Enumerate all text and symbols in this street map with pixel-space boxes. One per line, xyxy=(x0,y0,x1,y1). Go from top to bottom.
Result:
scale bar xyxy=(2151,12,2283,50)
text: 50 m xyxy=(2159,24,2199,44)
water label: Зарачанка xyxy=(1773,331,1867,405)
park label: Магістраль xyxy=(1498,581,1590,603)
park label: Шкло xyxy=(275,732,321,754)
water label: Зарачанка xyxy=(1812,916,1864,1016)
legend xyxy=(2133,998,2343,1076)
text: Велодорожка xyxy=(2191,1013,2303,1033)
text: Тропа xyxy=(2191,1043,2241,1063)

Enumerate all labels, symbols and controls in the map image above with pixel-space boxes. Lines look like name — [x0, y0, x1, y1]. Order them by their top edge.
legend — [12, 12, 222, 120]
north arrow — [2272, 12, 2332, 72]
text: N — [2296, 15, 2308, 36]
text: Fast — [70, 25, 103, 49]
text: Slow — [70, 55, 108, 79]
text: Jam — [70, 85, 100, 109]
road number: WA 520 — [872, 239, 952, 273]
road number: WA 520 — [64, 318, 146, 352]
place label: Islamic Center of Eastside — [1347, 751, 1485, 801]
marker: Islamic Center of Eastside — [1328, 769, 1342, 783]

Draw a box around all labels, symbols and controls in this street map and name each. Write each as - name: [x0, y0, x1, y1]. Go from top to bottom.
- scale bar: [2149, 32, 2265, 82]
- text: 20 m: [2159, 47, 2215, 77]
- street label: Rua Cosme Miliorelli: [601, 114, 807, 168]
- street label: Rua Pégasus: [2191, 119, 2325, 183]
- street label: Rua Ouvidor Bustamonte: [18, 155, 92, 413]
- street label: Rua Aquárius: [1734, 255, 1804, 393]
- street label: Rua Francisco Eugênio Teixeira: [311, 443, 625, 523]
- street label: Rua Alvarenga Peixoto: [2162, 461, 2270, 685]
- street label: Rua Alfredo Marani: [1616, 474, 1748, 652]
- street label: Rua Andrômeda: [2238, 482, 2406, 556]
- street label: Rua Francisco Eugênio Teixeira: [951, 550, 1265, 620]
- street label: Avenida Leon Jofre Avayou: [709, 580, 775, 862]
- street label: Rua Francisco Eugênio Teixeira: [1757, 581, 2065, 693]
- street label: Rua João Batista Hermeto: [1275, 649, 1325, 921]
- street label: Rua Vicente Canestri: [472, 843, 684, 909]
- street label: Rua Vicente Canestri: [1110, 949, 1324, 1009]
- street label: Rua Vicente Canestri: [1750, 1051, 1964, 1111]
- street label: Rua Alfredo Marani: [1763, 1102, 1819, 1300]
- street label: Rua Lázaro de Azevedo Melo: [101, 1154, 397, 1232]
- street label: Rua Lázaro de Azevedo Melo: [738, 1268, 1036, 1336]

● Task prompt: Output the full listing exactly, please.

● Response to the exercise:
Enumerate all text and symbols in this street map with pixel-space boxes. One per line, xyxy=(x0,y0,x1,y1). Go from top to bottom.
Result:
scale bar xyxy=(2151,12,2283,50)
text: 50 m xyxy=(2159,24,2199,44)
water label: Зарачанка xyxy=(1773,331,1867,405)
park label: Магістраль xyxy=(1498,581,1590,603)
park label: Шкло xyxy=(275,732,321,754)
water label: Зарачанка xyxy=(1812,916,1864,1016)
legend xyxy=(2133,998,2343,1076)
text: Велодорожка xyxy=(2191,1013,2303,1033)
text: Тропа xyxy=(2191,1043,2241,1063)

Enumerate all labels, symbols and controls in the map image above with pixel-space boxes. Lines look like name — [x0, y0, x1, y1]. Order them by their top edge.
legend — [12, 12, 222, 120]
north arrow — [2272, 12, 2332, 72]
text: N — [2296, 15, 2308, 36]
text: Fast — [70, 25, 103, 49]
text: Slow — [70, 55, 108, 79]
text: Jam — [70, 85, 100, 109]
road number: WA 520 — [872, 239, 952, 273]
road number: WA 520 — [64, 318, 146, 352]
place label: Islamic Center of Eastside — [1347, 751, 1485, 801]
marker: Islamic Center of Eastside — [1328, 769, 1342, 783]

Draw a box around all labels, symbols and controls in this street map and name each. Write each as - name: [x0, y0, x1, y1]. Go from top to bottom.
- scale bar: [2149, 32, 2265, 82]
- text: 20 m: [2159, 47, 2215, 77]
- street label: Rua Cosme Miliorelli: [601, 114, 807, 168]
- street label: Rua Pégasus: [2191, 119, 2325, 183]
- street label: Rua Ouvidor Bustamonte: [18, 155, 92, 413]
- street label: Rua Aquárius: [1734, 255, 1804, 393]
- street label: Rua Francisco Eugênio Teixeira: [311, 443, 625, 523]
- street label: Rua Alvarenga Peixoto: [2162, 461, 2270, 685]
- street label: Rua Alfredo Marani: [1616, 474, 1748, 652]
- street label: Rua Andrômeda: [2238, 482, 2406, 556]
- street label: Rua Francisco Eugênio Teixeira: [951, 550, 1265, 620]
- street label: Avenida Leon Jofre Avayou: [709, 580, 775, 862]
- street label: Rua Francisco Eugênio Teixeira: [1757, 581, 2065, 693]
- street label: Rua João Batista Hermeto: [1275, 649, 1325, 921]
- street label: Rua Vicente Canestri: [472, 843, 684, 909]
- street label: Rua Vicente Canestri: [1110, 949, 1324, 1009]
- street label: Rua Vicente Canestri: [1750, 1051, 1964, 1111]
- street label: Rua Alfredo Marani: [1763, 1102, 1819, 1300]
- street label: Rua Lázaro de Azevedo Melo: [101, 1154, 397, 1232]
- street label: Rua Lázaro de Azevedo Melo: [738, 1268, 1036, 1336]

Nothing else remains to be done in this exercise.